Even with push emails, many staff treat the messages as “corporate spam”.
For some time, we’ve also been asking whether mobile is the natural channel for internal comms, rather than the desktop intranet. Unfortunately, the delivery of mobile-enabled intranets has stalled, due to IT and security concerns.
Slack gives us a new option, as it aims to be the single source of communications for individuals.
Work with IT to see if intranet news can be the first enterprise integration with Slack. There are multiple ways of doing this, including using a (secure) RSS feed as the data source, or by using the simple APIs offered by Slack.
This can be a big win for everyone: internal comms now has a channel that can reach staff in real time; more traffic is driven to the intranet (Slack posts would only include a summary); and IT has a simple proof of concept to start with.
Volunteer to help with adoption and use
The history of collaboration and social tools is littered with good tools that never gained sufficient traction in organisations. Embraced by early adopters, and used heavily within a few pockets, these tools didn’t break into the mainstream staff population.
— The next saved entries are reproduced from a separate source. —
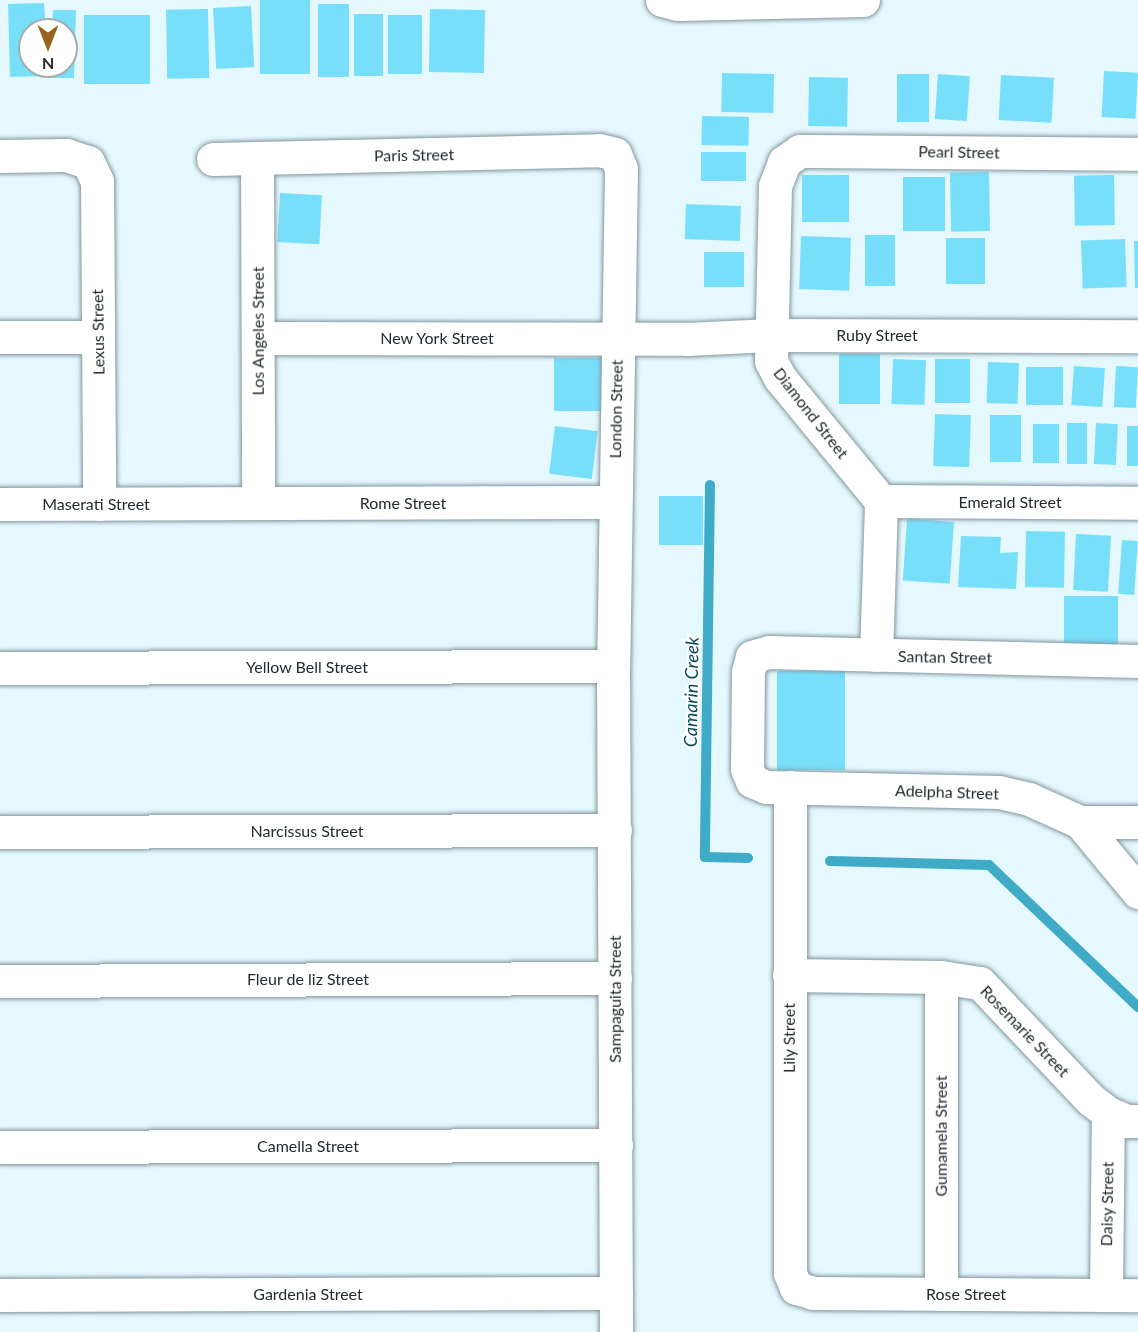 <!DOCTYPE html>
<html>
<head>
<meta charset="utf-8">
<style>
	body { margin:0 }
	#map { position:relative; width:1138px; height:1332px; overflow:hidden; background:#e5f8fe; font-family:Lato,sans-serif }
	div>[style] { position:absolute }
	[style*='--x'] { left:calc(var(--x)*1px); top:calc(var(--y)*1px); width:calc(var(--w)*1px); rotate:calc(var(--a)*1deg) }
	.stream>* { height:10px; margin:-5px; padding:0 5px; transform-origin:5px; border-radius:5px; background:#40abc6 }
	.building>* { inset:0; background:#78dffb; transform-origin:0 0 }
	.roads { filter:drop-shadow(0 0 2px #82979e) drop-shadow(0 0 2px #82979e) }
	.minor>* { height:33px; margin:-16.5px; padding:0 16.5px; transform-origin:16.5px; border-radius:16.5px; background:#fff }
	span { translate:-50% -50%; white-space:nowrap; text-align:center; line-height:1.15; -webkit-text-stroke:4.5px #fff; paint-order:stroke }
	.street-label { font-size:16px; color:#232c2f }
	.water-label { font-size:18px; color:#094957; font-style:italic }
	.north { position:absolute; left:18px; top:18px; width:60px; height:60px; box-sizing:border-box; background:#fff; border:2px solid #a7abac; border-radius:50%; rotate:180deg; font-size:16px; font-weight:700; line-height:24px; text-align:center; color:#232c2f }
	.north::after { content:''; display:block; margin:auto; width:21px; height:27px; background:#98621b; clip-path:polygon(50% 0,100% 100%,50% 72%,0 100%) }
</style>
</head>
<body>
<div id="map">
	<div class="stream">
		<i style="--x:710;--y:485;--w:372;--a:90.8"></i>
		<i style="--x:705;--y:857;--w:43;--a:1.3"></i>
		<i style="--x:830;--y:861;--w:159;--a:1.4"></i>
		<i style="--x:989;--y:865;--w:206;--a:43.6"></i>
	</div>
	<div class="building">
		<i style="left:260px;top:0;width:50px;height:74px"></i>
		<i style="clip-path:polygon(44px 3px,46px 30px,30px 30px,30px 66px,47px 66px,48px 76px,10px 77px,8px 4px)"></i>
		<i style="left:318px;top:4px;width:31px;height:73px"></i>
		<i style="left:251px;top:6px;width:61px;height:38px;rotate:87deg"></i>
		<i style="left:208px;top:9px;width:69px;height:42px;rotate:89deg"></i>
		<i style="left:430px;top:9px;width:55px;height:63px;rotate:1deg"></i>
		<i style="clip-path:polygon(53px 10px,76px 10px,74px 78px,51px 78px,51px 66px,66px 66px,66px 30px,52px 30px)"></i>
		<i style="left:354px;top:14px;width:29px;height:62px"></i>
		<i style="left:84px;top:15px;width:66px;height:69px"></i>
		<i style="left:388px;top:15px;width:34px;height:59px"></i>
		<i style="left:1104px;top:71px;width:34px;height:46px;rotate:3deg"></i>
		<i style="left:722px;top:73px;width:52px;height:39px;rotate:1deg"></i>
		<i style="left:897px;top:74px;width:32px;height:48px"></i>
		<i style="left:938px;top:74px;width:32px;height:45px;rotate:4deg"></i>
		<i style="left:1001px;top:75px;width:53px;height:45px;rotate:3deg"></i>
		<i style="left:809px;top:77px;width:39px;height:49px;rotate:1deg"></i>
		<i style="left:702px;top:116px;width:47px;height:29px;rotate:1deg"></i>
		<i style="left:701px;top:152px;width:45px;height:29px"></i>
		<i style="left:989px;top:172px;width:59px;height:39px;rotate:89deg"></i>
		<i style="left:802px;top:175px;width:47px;height:47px"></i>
		<i style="left:1114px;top:175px;width:50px;height:40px;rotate:89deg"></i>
		<i style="left:903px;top:177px;width:42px;height:54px"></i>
		<i style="left:280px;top:193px;width:42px;height:49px;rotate:3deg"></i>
		<i style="left:686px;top:204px;width:55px;height:35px;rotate:2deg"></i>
		<i style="left:865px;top:235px;width:30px;height:51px"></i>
		<i style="left:801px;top:236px;width:50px;height:53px;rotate:2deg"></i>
		<i style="left:946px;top:238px;width:39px;height:46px"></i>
		<i style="left:1125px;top:239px;width:48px;height:44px;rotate:88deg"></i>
		<i style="clip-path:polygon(1134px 241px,1138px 241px,1138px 288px,1135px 288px)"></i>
		<i style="left:704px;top:252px;width:40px;height:35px"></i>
		<i style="left:839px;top:354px;width:41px;height:50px"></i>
		<i style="left:554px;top:358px;width:47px;height:53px"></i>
		<i style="left:893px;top:359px;width:33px;height:45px;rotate:2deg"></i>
		<i style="left:935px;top:359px;width:35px;height:44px"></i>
		<i style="left:988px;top:362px;width:31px;height:41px;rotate:2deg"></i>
		<i style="left:1074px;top:366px;width:31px;height:39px;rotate:4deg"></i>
		<i style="left:1116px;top:366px;width:22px;height:41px;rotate:3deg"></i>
		<i style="left:1026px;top:367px;width:37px;height:38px"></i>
		<i style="left:935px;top:414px;width:36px;height:52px;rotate:2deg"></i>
		<i style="left:990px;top:415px;width:31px;height:47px"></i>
		<i style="left:1067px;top:423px;width:20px;height:41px"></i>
		<i style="left:1096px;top:423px;width:22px;height:41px;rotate:3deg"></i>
		<i style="left:1033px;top:424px;width:26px;height:39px"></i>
		<i style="left:555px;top:426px;width:43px;height:48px;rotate:7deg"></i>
		<i style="left:1127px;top:426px;width:11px;height:40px"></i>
		<i style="left:659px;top:496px;width:44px;height:49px"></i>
		<i style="left:954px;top:522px;width:62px;height:47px;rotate:94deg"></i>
		<i style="left:1026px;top:531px;width:39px;height:56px;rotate:1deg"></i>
		<i style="left:1076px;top:534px;width:35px;height:56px;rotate:3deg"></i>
		<i style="clip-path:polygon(961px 536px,1001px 537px,1000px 553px,1018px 552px,1016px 589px,958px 587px)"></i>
		<i style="left:1122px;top:540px;width:16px;height:54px;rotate:4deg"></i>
		<i style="left:1064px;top:596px;width:54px;height:50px"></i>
		<i style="left:777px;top:671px;width:68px;height:99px"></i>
	</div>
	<div class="roads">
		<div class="minor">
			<i style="--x:662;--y:0;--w:16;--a:14"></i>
			<i style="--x:678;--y:4;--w:185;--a:-1.2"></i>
			<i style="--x:0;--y:156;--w:66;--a:-0.9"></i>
			<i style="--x:66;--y:155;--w:23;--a:18"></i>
			<i style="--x:88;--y:162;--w:21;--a:65"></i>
			<i style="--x:97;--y:181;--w:323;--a:89.6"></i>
			<i style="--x:257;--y:158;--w:345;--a:89.8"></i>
			<i style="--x:213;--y:159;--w:386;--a:-1.3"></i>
			<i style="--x:599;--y:150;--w:16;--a:14"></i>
			<i style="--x:615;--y:154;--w:16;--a:68"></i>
			<i style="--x:621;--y:169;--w:497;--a:90.9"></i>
			<i style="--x:613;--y:666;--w:666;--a:89.74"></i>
			<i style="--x:0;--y:337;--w:98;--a:0"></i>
			<i style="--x:258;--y:338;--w:429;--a:0.1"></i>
			<i style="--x:687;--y:339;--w:84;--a:-2.7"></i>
			<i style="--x:771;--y:335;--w:367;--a:0.2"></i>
			<i style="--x:881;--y:501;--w:257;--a:0.4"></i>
			<i style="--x:0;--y:504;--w:615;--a:-0.19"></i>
			<i style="--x:876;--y:655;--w:154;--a:-88.1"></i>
			<i style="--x:881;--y:501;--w:159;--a:-129.4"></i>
			<i style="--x:780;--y:378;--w:19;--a:-118"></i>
			<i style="--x:771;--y:361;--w:175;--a:-88.7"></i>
			<i style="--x:775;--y:186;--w:26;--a:-69"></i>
			<i style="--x:784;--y:162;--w:19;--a:-35"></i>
			<i style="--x:800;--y:151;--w:338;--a:0.5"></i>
			<i style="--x:1138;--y:661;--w:369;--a:-178.6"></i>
			<i style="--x:769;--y:652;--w:18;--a:164"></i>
			<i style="--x:752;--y:657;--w:16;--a:105"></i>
			<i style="--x:748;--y:672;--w:97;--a:90.6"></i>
			<i style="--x:747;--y:769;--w:13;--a:67"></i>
			<i style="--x:752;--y:781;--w:15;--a:23"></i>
			<i style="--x:766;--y:787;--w:233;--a:1.2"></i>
			<i style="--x:999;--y:792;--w:31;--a:13"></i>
			<i style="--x:1029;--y:799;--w:56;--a:24.3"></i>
			<i style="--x:1080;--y:822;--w:58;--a:0"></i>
			<i style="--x:0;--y:668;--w:613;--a:-0.19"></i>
			<i style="--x:790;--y:787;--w:486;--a:90"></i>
			<i style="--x:790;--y:1273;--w:16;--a:68"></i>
			<i style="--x:796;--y:1288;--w:18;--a:16"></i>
			<i style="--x:813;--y:1293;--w:325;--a:0.4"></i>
			<i style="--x:1080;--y:822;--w:91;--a:50.4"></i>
			<i style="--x:0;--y:832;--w:615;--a:-0.19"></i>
			<i style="--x:789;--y:975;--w:152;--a:0.8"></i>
			<i style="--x:941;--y:977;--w:39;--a:9"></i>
			<i style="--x:980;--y:983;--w:161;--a:46.5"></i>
			<i style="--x:1091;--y:1100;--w:21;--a:37"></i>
			<i style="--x:1108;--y:1113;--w:21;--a:23"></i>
			<i style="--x:1127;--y:1121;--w:11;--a:0"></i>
			<i style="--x:0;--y:981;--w:615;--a:-0.28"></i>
			<i style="--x:0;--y:1147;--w:616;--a:-0.19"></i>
			<i style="--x:941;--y:1294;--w:317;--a:-90"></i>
			<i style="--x:0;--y:1295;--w:616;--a:-0.19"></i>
			<i style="--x:1106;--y:1295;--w:182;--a:-89.4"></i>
		</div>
	</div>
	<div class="street-label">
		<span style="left:959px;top:152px;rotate:1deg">Pearl Street</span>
		<span style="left:414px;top:155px;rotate:-1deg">Paris Street</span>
		<span style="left:258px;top:331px;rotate:-90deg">Los Angeles Street</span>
		<span style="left:98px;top:332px;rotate:-91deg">Lexus Street</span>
		<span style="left:877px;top:335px">Ruby Street</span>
		<span style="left:437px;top:338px">New York Street</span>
		<span style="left:616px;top:409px;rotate:-89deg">London Street</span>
		<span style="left:811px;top:413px;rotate:52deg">Diamond Street</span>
		<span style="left:1010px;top:502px">Emerald Street</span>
		<span style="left:403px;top:503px">Rome Street</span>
		<span style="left:96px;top:504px">Maserati Street</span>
		<span style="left:945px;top:657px;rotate:1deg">Santan Street</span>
		<span style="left:307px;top:667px">Yellow Bell Street</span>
		<span style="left:947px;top:792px;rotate:2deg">Adelpha Street</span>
		<span style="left:307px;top:831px">Narcissus Street</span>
		<span style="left:308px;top:979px">Fleur de liz Street</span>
		<span style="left:615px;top:999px;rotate:-90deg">Sampaguita Street</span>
		<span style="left:1025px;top:1031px;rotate:46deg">Rosemarie Street</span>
		<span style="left:789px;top:1038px;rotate:-90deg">Lily Street</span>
		<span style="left:941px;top:1136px;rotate:-90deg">Gumamela Street</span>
		<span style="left:308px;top:1146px">Camella Street</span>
		<span style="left:1107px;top:1204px;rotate:-89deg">Daisy Street</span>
		<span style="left:308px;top:1294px">Gardenia Street</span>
		<span style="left:966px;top:1294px">Rose Street</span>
	</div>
	<div class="water-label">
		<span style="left:691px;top:692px;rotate:-89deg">Camarin Creek</span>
	</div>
	<div class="north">N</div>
</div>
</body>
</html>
While Slack is lovely in design, and frictionless in use, it is destined for the same trajectory if a hands-off approach is taken.
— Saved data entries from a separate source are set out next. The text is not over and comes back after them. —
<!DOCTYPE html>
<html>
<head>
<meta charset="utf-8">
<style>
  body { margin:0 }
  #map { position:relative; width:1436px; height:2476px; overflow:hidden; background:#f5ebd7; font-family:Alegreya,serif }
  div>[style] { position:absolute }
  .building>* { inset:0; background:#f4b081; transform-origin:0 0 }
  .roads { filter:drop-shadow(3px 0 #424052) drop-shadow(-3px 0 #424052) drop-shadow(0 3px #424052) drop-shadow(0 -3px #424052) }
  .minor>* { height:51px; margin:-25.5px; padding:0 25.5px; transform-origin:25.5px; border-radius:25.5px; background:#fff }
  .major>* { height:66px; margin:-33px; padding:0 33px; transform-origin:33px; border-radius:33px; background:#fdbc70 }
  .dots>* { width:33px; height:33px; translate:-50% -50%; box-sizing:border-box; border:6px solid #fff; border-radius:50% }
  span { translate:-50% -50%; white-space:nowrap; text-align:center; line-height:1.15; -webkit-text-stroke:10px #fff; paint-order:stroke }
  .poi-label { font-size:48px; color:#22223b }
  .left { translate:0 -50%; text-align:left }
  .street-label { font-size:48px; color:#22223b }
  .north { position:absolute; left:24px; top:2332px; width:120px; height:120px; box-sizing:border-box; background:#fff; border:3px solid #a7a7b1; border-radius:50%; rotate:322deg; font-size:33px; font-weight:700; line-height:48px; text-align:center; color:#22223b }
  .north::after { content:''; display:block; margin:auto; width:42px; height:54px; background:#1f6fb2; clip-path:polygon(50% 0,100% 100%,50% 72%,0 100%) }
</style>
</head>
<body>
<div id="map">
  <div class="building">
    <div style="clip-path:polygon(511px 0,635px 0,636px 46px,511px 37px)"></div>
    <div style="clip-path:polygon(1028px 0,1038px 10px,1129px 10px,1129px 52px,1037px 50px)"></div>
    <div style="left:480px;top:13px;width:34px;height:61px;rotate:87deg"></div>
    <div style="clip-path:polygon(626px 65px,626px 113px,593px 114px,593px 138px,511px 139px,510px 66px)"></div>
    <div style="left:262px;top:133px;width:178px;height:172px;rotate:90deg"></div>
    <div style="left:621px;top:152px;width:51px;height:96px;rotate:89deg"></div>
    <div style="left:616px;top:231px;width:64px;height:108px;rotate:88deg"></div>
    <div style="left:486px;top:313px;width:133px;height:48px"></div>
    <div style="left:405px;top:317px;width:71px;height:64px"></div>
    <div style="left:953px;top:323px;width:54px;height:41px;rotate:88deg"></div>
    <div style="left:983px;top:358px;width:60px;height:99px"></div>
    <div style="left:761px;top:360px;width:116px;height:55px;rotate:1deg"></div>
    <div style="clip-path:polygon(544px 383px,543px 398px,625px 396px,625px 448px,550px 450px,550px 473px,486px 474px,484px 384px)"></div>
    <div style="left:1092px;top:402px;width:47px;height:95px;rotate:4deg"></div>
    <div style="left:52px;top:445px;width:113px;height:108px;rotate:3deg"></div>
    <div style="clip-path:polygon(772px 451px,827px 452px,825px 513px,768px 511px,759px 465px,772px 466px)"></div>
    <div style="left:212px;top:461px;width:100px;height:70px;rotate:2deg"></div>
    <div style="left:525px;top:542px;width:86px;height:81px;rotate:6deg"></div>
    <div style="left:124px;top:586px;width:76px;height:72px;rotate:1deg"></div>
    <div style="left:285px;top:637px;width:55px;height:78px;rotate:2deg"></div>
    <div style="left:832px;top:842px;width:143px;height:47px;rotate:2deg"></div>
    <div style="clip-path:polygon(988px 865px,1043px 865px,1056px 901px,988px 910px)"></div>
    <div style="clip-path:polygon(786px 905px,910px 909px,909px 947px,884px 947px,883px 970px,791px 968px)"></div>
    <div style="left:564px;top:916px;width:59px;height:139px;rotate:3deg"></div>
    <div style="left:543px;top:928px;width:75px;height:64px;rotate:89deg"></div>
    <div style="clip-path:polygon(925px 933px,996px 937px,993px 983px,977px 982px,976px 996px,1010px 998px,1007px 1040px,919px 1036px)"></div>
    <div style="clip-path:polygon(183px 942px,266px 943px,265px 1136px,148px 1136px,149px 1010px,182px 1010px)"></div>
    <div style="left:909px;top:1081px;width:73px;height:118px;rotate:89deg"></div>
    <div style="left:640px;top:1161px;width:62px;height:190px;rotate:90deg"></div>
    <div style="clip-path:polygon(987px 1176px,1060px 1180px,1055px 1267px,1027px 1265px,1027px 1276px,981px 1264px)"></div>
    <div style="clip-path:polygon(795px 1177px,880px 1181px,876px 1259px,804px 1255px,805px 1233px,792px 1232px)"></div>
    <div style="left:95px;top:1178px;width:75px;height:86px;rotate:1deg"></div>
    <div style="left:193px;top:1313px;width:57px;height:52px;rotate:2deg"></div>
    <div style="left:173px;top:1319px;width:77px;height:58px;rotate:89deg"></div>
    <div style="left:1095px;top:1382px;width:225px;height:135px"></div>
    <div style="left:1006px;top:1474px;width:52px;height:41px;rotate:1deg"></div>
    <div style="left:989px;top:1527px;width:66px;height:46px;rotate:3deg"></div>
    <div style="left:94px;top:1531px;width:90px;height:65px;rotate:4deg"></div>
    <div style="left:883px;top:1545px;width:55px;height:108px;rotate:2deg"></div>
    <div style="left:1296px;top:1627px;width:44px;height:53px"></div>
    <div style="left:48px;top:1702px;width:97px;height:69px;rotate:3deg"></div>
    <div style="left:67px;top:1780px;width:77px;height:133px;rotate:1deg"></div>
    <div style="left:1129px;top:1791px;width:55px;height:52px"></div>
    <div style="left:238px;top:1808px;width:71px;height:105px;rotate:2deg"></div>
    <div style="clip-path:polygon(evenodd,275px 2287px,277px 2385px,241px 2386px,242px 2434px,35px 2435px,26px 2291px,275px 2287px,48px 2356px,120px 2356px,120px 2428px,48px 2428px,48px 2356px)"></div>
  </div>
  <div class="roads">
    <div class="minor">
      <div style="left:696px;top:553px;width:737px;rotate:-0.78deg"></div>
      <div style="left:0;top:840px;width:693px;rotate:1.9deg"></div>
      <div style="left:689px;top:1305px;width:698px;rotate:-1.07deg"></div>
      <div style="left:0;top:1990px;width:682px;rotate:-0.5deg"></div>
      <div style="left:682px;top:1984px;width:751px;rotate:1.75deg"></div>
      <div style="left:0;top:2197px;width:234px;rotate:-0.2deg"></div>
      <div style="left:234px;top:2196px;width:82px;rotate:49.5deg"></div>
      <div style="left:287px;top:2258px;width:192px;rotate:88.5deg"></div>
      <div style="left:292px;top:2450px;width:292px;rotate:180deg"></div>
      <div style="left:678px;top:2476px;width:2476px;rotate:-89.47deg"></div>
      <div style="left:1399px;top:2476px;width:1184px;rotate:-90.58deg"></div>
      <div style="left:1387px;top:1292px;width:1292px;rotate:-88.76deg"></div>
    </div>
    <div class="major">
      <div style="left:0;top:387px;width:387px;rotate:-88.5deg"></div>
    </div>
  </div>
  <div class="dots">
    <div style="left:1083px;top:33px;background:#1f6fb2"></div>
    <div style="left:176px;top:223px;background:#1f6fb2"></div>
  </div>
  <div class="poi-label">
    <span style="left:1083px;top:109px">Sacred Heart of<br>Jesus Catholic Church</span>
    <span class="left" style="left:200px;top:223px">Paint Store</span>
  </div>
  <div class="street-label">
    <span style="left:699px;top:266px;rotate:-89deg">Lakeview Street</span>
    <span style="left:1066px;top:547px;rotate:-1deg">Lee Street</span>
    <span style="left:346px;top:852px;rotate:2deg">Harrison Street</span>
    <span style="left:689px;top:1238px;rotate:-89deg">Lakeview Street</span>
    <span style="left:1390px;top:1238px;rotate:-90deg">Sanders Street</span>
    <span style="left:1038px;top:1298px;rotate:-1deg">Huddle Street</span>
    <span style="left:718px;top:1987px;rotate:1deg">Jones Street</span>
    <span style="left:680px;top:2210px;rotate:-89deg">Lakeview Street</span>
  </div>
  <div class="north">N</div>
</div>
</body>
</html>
This is not about controlling or managing Slack (or any other collaboration tool). It’s about taking a purposeful approach that has clear objectives, and a concrete set of actions to achieve them.
As we’ve flagged in our digital workplace presentations, adoption and use is an opportunity for the intranet team. This is an area where we already have good expertise, and IT is often uncomfortable with the level of business and user engagement required.
Start simple, by offering to write some intranet news items about Slack. Then offer to pull together some simple training videos and supporting material. Then push onwards to deliver a comprehensive approach to adoption and use.
Go big on integration
Integration is one of the big selling points for Slack, and there are a heap of enterprise systems that are begging to be integrated.
Tools such as SAP and Salesforce generate a huge number of notifications and tasks. These are often hidden away in dashboard views, or cluttering email inboxes.
Frontline business systems (project management, financial systems, etc) are similarly in need of a better channel to reach all staff.
There is a digital workplace opportunity to drive integration with these tools.
Explicitly include it on your emerging digital workplace strategy, and then play “matchmaker” between IT and business system owners. This will strengthen the role of the digital workplace strategy, positioning it as a bridge between technology, business and staff.
There is a natural hesitation when new tools arrive: will they make a difference? will they last? should we wait or jump in?
The future of Slack is unclear. While it has huge momentum now, will it even be around in five years?
It doesn’t matter. Done well, embracing Slack will strengthen the intranet and digital workplace.
Fundamentally, the technology itself is irrelevant. It’s the focus on the user, adoption and the business that will deliver value. By exploiting enthusiasm for Slack, intranet and digital workplace teams can get new buy-in to solve long-standing problems. All the while, reinforcing the relevance and value of the team.
In short, there’s little to lose, and everything to gain. So get stuck in, and make Slack something of value — for staff and the business — beyond just the next new thing.